Nothing but an exact repetition of the entries should appear in the answer.

......

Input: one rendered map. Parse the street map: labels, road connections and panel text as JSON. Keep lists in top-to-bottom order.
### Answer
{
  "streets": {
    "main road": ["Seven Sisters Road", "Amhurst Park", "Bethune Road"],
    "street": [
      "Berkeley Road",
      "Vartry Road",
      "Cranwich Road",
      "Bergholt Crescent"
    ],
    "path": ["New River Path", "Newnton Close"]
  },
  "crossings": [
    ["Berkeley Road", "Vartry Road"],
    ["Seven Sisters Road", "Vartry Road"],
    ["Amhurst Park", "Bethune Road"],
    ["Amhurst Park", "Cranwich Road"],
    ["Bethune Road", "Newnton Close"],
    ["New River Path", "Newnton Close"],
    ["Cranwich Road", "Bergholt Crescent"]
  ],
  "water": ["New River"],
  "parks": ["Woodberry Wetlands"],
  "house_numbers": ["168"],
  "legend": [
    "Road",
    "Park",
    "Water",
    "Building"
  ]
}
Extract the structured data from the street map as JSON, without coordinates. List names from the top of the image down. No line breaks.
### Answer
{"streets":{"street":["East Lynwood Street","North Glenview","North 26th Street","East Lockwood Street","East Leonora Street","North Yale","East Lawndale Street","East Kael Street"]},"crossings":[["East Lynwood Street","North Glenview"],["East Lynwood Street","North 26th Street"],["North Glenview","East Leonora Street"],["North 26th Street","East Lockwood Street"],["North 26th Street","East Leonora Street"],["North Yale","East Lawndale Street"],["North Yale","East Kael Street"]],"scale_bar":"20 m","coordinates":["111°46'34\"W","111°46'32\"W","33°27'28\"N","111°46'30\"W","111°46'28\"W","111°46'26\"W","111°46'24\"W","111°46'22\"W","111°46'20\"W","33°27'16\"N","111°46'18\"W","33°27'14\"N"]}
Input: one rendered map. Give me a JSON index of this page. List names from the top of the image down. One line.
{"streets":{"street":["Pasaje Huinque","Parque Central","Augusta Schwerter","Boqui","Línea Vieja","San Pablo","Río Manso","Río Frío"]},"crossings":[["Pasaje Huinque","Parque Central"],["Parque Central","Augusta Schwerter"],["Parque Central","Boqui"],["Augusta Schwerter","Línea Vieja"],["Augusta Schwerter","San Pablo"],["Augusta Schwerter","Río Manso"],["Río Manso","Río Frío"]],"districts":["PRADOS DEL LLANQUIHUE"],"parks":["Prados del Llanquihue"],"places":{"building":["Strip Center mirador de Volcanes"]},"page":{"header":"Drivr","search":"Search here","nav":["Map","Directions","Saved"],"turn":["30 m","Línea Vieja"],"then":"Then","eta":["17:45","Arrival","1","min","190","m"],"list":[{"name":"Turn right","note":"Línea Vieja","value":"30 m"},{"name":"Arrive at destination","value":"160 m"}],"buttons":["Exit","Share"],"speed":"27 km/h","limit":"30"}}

......

— RESPONSE AREA —
Input: one rendered map. Parse the street map: labels, road connections and panel text as JSON. Keep lists in top-to-bottom order.
### Answer
{
  "streets": {
    "main road": ["Seven Sisters Road", "Amhurst Park", "Bethune Road"],
    "street": [
      "Berkeley Road",
      "Vartry Road",
      "Cranwich Road",
      "Bergholt Crescent"
    ],
    "path": ["New River Path", "Newnton Close"]
  },
  "crossings": [
    ["Berkeley Road", "Vartry Road"],
    ["Seven Sisters Road", "Vartry Road"],
    ["Amhurst Park", "Bethune Road"],
    ["Amhurst Park", "Cranwich Road"],
    ["Bethune Road", "Newnton Close"],
    ["New River Path", "Newnton Close"],
    ["Cranwich Road", "Bergholt Crescent"]
  ],
  "water": ["New River"],
  "parks": ["Woodberry Wetlands"],
  "house_numbers": ["168"],
  "legend": [
    "Road",
    "Park",
    "Water",
    "Building"
  ]
}
Extract the structured data from the street map as JSON, without coordinates. List names from the top of the image down. No line breaks.
### Answer
{"streets":{"street":["East Lynwood Street","North Glenview","North 26th Street","East Lockwood Street","East Leonora Street","North Yale","East Lawndale Street","East Kael Street"]},"crossings":[["East Lynwood Street","North Glenview"],["East Lynwood Street","North 26th Street"],["North Glenview","East Leonora Street"],["North 26th Street","East Lockwood Street"],["North 26th Street","East Leonora Street"],["North Yale","East Lawndale Street"],["North Yale","East Kael Street"]],"scale_bar":"20 m","coordinates":["111°46'34\"W","111°46'32\"W","33°27'28\"N","111°46'30\"W","111°46'28\"W","111°46'26\"W","111°46'24\"W","111°46'22\"W","111°46'20\"W","33°27'16\"N","111°46'18\"W","33°27'14\"N"]}
Input: one rendered map. Give me a JSON index of this page. List names from the top of the image down. One line.
{"streets":{"street":["Pasaje Huinque","Parque Central","Augusta Schwerter","Boqui","Línea Vieja","San Pablo","Río Manso","Río Frío"]},"crossings":[["Pasaje Huinque","Parque Central"],["Parque Central","Augusta Schwerter"],["Parque Central","Boqui"],["Augusta Schwerter","Línea Vieja"],["Augusta Schwerter","San Pablo"],["Augusta Schwerter","Río Manso"],["Río Manso","Río Frío"]],"districts":["PRADOS DEL LLANQUIHUE"],"parks":["Prados del Llanquihue"],"places":{"building":["Strip Center mirador de Volcanes"]},"page":{"header":"Drivr","search":"Search here","nav":["Map","Directions","Saved"],"turn":["30 m","Línea Vieja"],"then":"Then","eta":["17:45","Arrival","1","min","190","m"],"list":[{"name":"Turn right","note":"Línea Vieja","value":"30 m"},{"name":"Arrive at destination","value":"160 m"}],"buttons":["Exit","Share"],"speed":"27 km/h","limit":"30"}}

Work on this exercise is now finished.